Find all angles x, -pi <= x <= pi which satisfy sin4x = 1

Homework Equations

The Attempt at a Solution

Solved x, ie

4x = sin^-1(1)
4x = pi/2
x = pi/8

Sine is positive for angles in quadrants one and two, so there's one other angle which is in quadrant two?

x = pi - pi/8
x = 7pi/8

Final answer, x = pi/8, 7pi/8

Just not feeling confident. There are about five other similar questions, ie solving x between -pi and pi

 

[carrotcake10]

Well, you could always just plug your solutions into a calculator. :)

But really there is only 1 point on the circle that sin(x) = 1. This is at pi/2. But the function you are given multiplies whatever argument you pass to sin by 4. In order for this to come out correctly, you need to divide pi/2 by 4.

Your work looks ok, but there isn't a solution in quadrant 2.

 

[Mark44]

Homework Statement

Find all angles x, -pi <= x <= pi which satisfy sin4x = 1

Homework Equations

The Attempt at a Solution

Solved x, ie

4x = sin^-1(1)
4x = pi/2
x = pi/8

Sine is positive for angles in quadrants one and two, so there's one other angle which is in quadrant two?

x = pi - pi/8
x = 7pi/8

Final answer, x = pi/8, 7pi/8

Just not feeling confident. There are about five other similar questions, ie solving x between -pi and pi

x = pi/8 is a solution, but 7pi/8 is not.

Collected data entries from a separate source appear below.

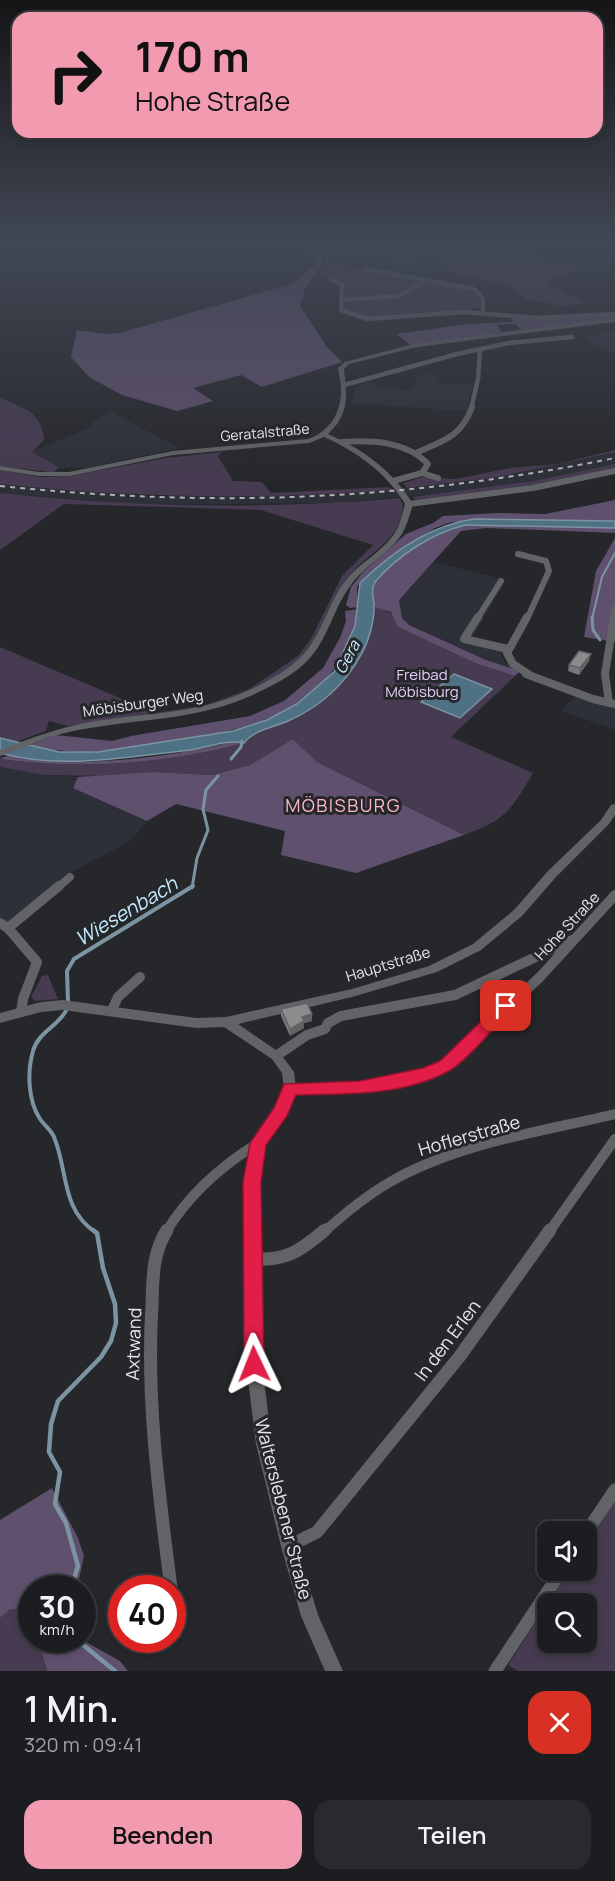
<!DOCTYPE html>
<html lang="de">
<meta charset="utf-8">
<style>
:root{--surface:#1c1d20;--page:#292a2d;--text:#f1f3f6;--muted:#a0a2a5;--line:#3a3b3e;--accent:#f29ab0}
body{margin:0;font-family:Manrope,sans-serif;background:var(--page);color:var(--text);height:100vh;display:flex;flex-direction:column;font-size:22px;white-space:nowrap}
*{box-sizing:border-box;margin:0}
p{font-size:20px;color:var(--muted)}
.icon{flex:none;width:33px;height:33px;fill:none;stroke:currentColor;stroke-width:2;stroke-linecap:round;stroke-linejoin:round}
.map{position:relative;height:1671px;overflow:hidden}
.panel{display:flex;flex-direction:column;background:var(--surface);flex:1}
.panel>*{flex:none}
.top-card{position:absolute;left:12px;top:12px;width:591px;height:126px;border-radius:18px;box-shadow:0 3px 9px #0003,0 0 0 2px var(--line);background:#f29ab0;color:#111;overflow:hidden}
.fabs{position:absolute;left:537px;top:1521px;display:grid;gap:12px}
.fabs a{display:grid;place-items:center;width:60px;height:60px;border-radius:12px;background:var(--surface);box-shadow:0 3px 9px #0003,0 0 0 2px var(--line);font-size:30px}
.speed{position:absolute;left:18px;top:1575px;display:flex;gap:12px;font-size:30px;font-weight:700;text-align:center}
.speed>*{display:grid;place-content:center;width:78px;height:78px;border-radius:50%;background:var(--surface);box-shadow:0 3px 9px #0003,0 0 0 2px var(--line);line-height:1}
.speed small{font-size:15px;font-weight:400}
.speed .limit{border:9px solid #d22;background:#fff;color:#111}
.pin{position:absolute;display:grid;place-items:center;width:51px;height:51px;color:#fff;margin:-26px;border-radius:12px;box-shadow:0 3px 9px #0006}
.me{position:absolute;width:66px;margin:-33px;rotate:358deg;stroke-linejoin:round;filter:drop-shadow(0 0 4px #0008)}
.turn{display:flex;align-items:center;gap:21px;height:126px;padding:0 24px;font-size:27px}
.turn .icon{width:78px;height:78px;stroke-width:2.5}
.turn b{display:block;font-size:42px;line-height:51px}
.round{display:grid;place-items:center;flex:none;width:63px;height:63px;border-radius:18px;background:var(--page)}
.overview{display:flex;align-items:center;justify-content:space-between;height:102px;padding:0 24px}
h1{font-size:36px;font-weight:600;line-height:45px}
.button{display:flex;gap:12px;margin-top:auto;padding:12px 24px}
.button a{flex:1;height:69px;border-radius:18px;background:var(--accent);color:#111;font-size:24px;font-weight:600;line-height:69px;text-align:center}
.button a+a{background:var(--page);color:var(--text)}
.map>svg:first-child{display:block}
.built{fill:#2d3038}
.green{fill:#463b50}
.forest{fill:#5f506d}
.water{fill:#4f7184;stroke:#7c94a2;stroke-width:1.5}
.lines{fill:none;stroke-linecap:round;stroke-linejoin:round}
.stream-far3{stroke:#7c94a2;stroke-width:2}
.stream-far2{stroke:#7c94a2;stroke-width:3}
.stream-far1{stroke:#7c94a2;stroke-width:4}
.stream{stroke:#7c94a2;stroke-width:4.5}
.minor-far4{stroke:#626366;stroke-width:4.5}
.minor-far3{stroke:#626366;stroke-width:6}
.minor-far2{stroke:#626366;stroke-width:8}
.minor-far1{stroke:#626366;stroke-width:10}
.minor{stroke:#626366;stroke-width:13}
.tertiary{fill:#626366;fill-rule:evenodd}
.rail{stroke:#b0b1b4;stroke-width:2;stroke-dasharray:5 5;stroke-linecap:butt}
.wall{fill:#78787b}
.shaded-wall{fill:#626264}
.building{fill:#8c8c8f;stroke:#626264;stroke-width:1.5}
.route{fill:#e11d48;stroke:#92132f;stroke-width:1.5}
.labels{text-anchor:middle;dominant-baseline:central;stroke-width:6;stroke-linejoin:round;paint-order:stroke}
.far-street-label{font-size:14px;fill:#e6e7e9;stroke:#26272a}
.park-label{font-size:15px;fill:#e2cdf8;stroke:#26272a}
.street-label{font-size:15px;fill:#e6e7e9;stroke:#26272a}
.water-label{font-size:16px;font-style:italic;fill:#c5eaff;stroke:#26272a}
.quarter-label{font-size:18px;letter-spacing:1.5px;fill:#febaca;stroke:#26272a}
.near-street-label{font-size:18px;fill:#e6e7e9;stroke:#26272a}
.near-water-label{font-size:20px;font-style:italic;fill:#c5eaff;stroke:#26272a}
</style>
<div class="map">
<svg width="615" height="1671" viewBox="0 0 615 1671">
<rect width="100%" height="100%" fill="#26272a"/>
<g class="built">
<polygon points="615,330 615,353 598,347 586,336"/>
<polygon points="425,373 440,377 433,382 472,385 467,411 351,403 356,387 367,382 382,388 411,390 418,376"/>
<polygon points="111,412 180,448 87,468 60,468 32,451 87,429 93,425 92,421"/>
<polygon points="615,453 615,464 533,481 455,492 331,503 145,505 0,493 0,484 148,496 328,495 465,482"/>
<polygon points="434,562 506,580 472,638 506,646 501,654 503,660 520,671 486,660 440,640 409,625 402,618 399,600"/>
<polygon points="575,697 615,708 615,730 561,711"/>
<polygon points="0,767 44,775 78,777 74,788 147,821 130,841 68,874 8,922 0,918"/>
</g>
<g class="green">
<polygon points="311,244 490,244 579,267 578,270 547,282 584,303 562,306 527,299 507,284 454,274 456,272 440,269 445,264 418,259 409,266 343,254 335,262 326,261 323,251"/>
<polygon points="331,263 424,280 394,296 344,298 344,284 322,274 325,265"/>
<polygon points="429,281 471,290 481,300 481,308 471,308 472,311 366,318 345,312 343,302 394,298"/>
<path d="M 0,397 C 23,409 42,411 44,440 L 32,452 L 60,468 L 54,470 L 57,473 L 0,466 Z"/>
<polygon points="615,450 615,453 607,454 492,478 407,488 403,483 423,477 455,479 510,468 557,464"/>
<path d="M 222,452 L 218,456 L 233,481 L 262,482 L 271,493 L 389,487 L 394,490 C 262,500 132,498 0,484 L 0,470 L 41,477 L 69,476 L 166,458 Z"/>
<polygon points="615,464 615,471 581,478 419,502 412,497 533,481"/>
<path d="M 0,493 C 133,507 265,510 399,498 L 403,504 C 401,543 368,551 347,578 C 329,600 324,632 305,654 C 246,718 147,713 68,726 L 49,721 L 46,731 L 16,742 L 0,738 L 0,647 L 155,713 L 207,705 L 249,689 L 298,656 L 311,639 L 342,576 L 373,545 L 261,510 L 64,504 L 0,550 Z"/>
<path d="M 377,606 L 394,615 L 398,627 L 475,663 L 515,676 L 451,737 L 533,773 C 511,810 506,820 464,835 L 317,762 L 293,739 L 250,765 L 212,775 L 154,772 L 111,776 L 44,775 L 0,767 L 0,759 C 79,770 166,764 244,743 L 249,736 L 306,711 L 363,651 L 372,613 Z"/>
<polygon points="48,975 58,999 35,1001 31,997 42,976"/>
<polygon points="615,1501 615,1671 518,1671 508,1665 547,1605 548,1642 586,1642 586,1604 548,1603 570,1571 586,1570 587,1545"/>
<polygon points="29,1607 32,1640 38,1640 47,1671 0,1671 0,1618 9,1610"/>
</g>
<g class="forest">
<polygon points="289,244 308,246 321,254 323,264 305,289 300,306 327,347 342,362 262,387 241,375 193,388 213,401 177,411 122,395 89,377 71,357 77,330 106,334 119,333 285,286 300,279 315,263 314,256 309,251"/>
<polygon points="615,315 615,319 522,330 515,324 497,325 502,332 411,345 396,334 467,324 512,322 510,317"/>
<polygon points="615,500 615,521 474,519 448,523 435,528 403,548 360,582 357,587 358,607 350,608 346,605 351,587 364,571 406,534 433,523 443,516 497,513 545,514"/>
<path d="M 503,524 L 615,528 L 615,533 L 487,528 L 461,531 L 399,600 L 402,618 L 409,625 L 486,660 L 520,671 L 515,676 L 475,663 L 398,627 L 391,612 L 374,607 L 371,590 L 375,582 C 396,557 432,530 465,525 C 478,523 491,524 503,524 Z"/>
<polygon points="615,538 615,642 584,637 596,571"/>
<path d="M 359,609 C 335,717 254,728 160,743 C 110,751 79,756 28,746 L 56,735 L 112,741 L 131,736 L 250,716 L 284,701 L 323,668 L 340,638 L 346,621 L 345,611 Z"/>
<polygon points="293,739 317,762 464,835 356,873 281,855 285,831 176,804 147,821 73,788 78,777 154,772 212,775 250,765"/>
<path d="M 235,741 L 244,743 C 166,764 80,770 0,759 C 13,749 45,760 62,761 C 113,764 186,754 235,741 Z"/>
<polygon points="52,1488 78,1538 84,1556 77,1588 32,1588 31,1615 29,1607 9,1610 0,1618 0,1520"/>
<polygon points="83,1631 86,1642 120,1661 128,1671 47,1671 38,1640 82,1640"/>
</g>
<g class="water">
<path d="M 474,519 L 615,521 L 615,528 L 465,525 C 431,534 398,555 375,582 C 371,591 373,595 374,604 C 375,619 369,640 362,653 C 346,683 320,707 288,721 C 274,727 254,730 244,743 C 227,739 207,748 190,750 C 128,757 61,770 0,753 L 0,738 L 59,752 L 98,752 L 233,731 L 267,720 L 297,704 L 334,672 L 355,626 L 360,583 C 392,552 430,525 474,519 Z"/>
<polygon points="454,674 492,689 460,718 421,702"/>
</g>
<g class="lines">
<polyline class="stream-far3" points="592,619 602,577 615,553"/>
<g class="stream-far2">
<polyline points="592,617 593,630 600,640"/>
<polyline points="231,759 241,747 242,741"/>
<polyline points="192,888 197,858 208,830 203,809 206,790 218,776"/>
</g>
<g class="stream-far1">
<polyline points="68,1002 67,971 74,959 193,886"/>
<path d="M 67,1009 C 59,1026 38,1032 33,1051 C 27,1072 28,1101 40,1119 C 44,1125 51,1130 54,1137 C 68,1170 61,1209 95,1232"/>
</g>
<g class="stream">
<polyline points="71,1588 78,1566 66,1523 55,1504 60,1472 49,1452 51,1424 58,1401 101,1357 111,1341 116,1323 115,1304 103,1268 97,1233 93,1230"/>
<polyline points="77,1640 115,1671"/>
</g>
<g class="minor-far4">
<polyline points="366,269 474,289 483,299 483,312"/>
<polyline points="330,278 342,285 341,310 367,319 464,312 537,318 615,314"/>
<polyline points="342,300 399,296 427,280"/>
<polyline points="344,385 457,354 509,343 572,337"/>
<polyline points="471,409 478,379 480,349"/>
</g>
<g class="minor-far3">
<path d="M 342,442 C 372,440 406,441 428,464 L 422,473 L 393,481"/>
<path d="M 418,452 C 443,441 462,436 472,407"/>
<polyline points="422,473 438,478"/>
<polyline points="409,504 533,488 615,471"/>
<polyline points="518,554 546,561 549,571 527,619"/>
<polyline points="477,619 501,581"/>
<polyline points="613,619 615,609"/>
</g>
<g class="minor-far2">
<polyline points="478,617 464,639 508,649"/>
<polyline points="527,617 507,653 513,664 530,675"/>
<polyline points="526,674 593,699 615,704"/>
<polyline points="609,703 605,674 614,617"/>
<polyline points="57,888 70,877"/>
</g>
<g class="minor-far1">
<polyline points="0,923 8,928 37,962 23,999 21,1012"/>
<polyline points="8,928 59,886"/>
<polyline points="112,1010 118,997 140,977"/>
<polyline points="276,1056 307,1035 325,1029 328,1023 341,1016 455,995 572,940"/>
<polyline points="290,1088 360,1088 413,1079 445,1066 540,977 615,895"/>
<path d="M 166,1232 C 189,1194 221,1166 258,1143"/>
<path d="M 324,1232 C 345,1213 366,1196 390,1182 C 458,1143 540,1132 615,1114"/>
<polyline points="549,1232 615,1139"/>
</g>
<g class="minor">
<path d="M 167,1230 C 152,1254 153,1278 152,1305 C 146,1400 159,1494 171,1588"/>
<path d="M 251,1259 C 286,1261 299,1252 325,1230"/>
<polyline points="586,1533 615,1490"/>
<polyline points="289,1546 317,1532 460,1356 550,1230"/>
<polyline points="172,1598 175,1618"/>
<polyline points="495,1671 562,1570"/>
</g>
<g class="tertiary">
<path d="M 615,318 L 615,322 L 417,347 L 349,364 L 344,369 C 347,395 350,414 328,434 C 363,449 393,471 413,504 C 410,514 407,525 402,534 C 389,554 365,565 351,585 C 333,608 329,638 308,660 C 296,673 279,682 263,690 C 198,723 137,717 69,732 C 45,737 23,749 0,756 L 0,750 C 32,738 62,726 96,721 C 155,712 201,714 256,687 C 272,679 289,669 302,656 C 322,635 327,605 345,581 C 359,563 381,553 394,534 C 400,525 402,514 405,504 C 386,472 357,452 324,437 L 309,443 L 173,455 L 69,476 L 39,476 L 0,470 L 0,466 L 39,472 L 69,472 L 173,451 L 308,439 C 331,431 342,411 341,387 C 341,380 338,374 338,368 L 345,362 L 417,343 Z"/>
<polygon points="615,804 615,815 609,824 556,877 522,916 481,950 437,972 352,997 238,1024 280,1053 294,1072 296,1088 286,1115 264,1144 259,1182 262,1364 272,1444 297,1546 318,1615 343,1671 325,1671 301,1616 281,1546 256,1444 246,1364 245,1182 251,1143 275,1109 284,1088 282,1073 272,1059 224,1027 196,1028 63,1010 41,1012 0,1023 0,1013 41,1002 63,1000 196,1018 226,1017 352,989 429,966 473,944 514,910 548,871 601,820 611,805"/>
</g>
<path class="rail" d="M 0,486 C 216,508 402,501 615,458"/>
</g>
<g class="wall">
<polygon points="589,661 579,675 568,671 569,665"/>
<polygon points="281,1009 312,1014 312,1021 304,1023 304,1028 290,1036 281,1016"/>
</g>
<g class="shaded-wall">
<polygon points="591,654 589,661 579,675 580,668"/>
<polygon points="312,1014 312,1021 304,1023 304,1028 290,1036 290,1029 302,1017"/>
</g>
<g class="building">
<polygon points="579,651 591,654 580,668 569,665"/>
<polygon points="307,1003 312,1014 302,1017 304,1021 290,1029 281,1009"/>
</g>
<linearGradient id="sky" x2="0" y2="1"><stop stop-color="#151517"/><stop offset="0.51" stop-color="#414755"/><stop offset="1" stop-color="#414755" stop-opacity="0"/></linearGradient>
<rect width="615" height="478" fill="url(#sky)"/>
<path class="route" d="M 506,1000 L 514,1006 L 512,1010 C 496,1025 466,1062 449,1071 C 403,1096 347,1094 296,1095 L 287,1116 L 266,1145 L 261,1182 L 264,1364 L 261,1371 L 254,1373 L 247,1371 L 244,1364 L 243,1182 L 250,1143 L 274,1108 L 284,1084 L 360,1081 L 423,1068 L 440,1061 L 501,1002 Z"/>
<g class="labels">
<g class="far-street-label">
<text transform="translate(265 432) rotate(-5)">Geratalstraße</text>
</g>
<g class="park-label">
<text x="422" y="674">Freibad<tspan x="422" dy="17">Möbisburg</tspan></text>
</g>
<g class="street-label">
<text transform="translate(143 703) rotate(-8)">Möbisburger Weg</text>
<text transform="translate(567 926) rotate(-47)">Hohe Straße</text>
<text transform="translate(388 964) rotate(-17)">Hauptstraße</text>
</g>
<g class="water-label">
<text transform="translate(347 657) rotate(-62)">Gera</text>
</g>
<g class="quarter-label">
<text x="343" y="805">MÖBISBURG</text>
</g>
<g class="near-street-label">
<text transform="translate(469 1135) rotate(-16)">Hoflerstraße</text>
<text transform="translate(447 1340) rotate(-53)">In den Erlen</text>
<text transform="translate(133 1344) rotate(-88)">Axtwand</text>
<text transform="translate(284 1509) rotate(76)">Walterslebener Straße</text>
</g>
<g class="near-water-label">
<text transform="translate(126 911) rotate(-31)">Wiesenbach</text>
</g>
</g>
</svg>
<div class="fabs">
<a><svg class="icon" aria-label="sound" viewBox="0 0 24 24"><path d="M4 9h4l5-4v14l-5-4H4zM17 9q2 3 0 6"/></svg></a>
<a><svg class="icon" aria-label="search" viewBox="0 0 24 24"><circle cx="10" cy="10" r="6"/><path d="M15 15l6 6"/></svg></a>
</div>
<div class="speed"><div>30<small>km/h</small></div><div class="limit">40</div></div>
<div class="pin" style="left:506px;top:1006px;background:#d93025"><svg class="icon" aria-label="arrive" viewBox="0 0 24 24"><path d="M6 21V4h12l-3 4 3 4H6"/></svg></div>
<svg class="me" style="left:254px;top:1364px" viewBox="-20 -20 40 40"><path d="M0-17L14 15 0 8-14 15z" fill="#e11d48" stroke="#fff" stroke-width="4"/></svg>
<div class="top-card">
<div class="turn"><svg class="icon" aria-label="right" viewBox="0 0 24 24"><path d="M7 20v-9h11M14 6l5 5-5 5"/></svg><div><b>170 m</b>Hohe Straße</div></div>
</div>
</div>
<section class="panel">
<div class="overview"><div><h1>1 Min.</h1><p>320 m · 09:41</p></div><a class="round" style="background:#d93025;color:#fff"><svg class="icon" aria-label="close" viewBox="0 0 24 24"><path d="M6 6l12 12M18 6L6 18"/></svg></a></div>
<div class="button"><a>Beenden</a><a>Teilen</a></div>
</section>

Since your solutions have to satisfy -pi <= x <= pi, then -4pi <= 4x <= 4pi. There are two values of 4x for which sin(4x) = 1, of which one of them is pi/2, hence x = pi/8, which you've already gotten. What is the other value of 4x in [0, 4pi] for which sin(4x) = 1? Once you get it, you can solve for x.

Also, there are two values of 4x in [-4pi, 0] for which sin(4x) = 1. What are they? Once you get them, solve for x for each of them.